This focused the author's mind on a suitable B battery replacement. I sought out on the internet a suitable design.I found many mains powered battery eliminator designs and a few suitable battery powered ones for portable use, but none that fitted inside the set in the place occupied by the original battery. The final effort was to design my own. This was not a simple task.

I wanted a simple solution that did not involve metalwork or shielding, that was easy to make, cheap to build and run, and could of course happily coexist with and within a small valve portable radio. Switching regulators could be used but the author's experience of these in the past had shown him they were a potent source of Radio Frequency Interference (RFI). Cast aluminium boxes, filter chokes and miniature metalwork loomed on the horizon.

Luckily the space requirement ruled out this approach.Once the switching regulator approach had been discarded a 50 hertz inverter was considered. The lower frequency would make RFI problems much more manageable and ordinary power transformers could possibly be used. Serendipity then entered the scene in the form of a magazine advertisement for "on special" 10VA toroidal power transformers . These were cheap at $10 and they had two 6 volt, and two 120 volt, windings.

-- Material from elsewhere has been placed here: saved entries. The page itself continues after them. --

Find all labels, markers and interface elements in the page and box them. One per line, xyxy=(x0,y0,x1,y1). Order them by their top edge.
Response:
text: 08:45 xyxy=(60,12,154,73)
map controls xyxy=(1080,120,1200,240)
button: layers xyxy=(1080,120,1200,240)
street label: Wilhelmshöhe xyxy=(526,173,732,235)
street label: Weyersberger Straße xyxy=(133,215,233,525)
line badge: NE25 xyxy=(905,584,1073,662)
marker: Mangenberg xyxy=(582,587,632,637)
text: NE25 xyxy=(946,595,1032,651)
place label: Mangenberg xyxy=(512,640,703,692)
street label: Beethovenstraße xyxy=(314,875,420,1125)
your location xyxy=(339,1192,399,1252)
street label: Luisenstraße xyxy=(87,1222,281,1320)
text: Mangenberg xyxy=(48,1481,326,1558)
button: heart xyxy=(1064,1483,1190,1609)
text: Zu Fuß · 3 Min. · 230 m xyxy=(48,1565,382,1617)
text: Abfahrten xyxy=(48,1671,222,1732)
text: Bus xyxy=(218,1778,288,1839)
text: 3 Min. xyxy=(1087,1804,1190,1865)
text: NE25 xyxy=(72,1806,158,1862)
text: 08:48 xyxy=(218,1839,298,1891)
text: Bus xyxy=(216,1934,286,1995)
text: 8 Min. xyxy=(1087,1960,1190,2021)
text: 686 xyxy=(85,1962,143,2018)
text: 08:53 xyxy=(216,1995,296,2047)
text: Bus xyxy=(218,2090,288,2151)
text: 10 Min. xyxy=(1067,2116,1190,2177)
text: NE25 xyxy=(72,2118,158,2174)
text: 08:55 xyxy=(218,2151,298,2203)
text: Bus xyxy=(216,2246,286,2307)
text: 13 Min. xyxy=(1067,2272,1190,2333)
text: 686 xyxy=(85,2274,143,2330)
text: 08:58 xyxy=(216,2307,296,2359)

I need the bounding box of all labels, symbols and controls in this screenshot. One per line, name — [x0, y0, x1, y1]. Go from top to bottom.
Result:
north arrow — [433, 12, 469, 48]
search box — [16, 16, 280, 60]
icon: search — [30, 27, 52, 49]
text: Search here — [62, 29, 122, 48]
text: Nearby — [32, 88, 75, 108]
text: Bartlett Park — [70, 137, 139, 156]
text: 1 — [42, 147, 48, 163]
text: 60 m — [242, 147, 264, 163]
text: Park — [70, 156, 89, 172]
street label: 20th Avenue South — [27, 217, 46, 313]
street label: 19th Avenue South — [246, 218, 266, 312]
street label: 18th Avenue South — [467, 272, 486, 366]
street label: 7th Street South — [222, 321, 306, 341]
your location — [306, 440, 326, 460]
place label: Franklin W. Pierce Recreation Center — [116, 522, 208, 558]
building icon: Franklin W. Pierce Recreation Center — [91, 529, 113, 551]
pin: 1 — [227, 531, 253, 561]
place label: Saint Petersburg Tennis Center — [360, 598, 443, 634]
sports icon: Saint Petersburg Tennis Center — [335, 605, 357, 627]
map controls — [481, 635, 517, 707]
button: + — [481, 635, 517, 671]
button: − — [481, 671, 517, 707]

Toroids are efficient, small, and have very low external fields. I ordered two. Oh how I wish I'd ordered more....

This toroidal transformer forms the basis of the final design. Power is supplied from 4 or more AA NiMH batteries, depending on the output voltage required.Other power ources that can be, and have been,used include AA alkaline batteries, AA NiCad batteries, lead acid batteries, non regulated voltage adjustable power packs, and regulated voltage adjustable power packs.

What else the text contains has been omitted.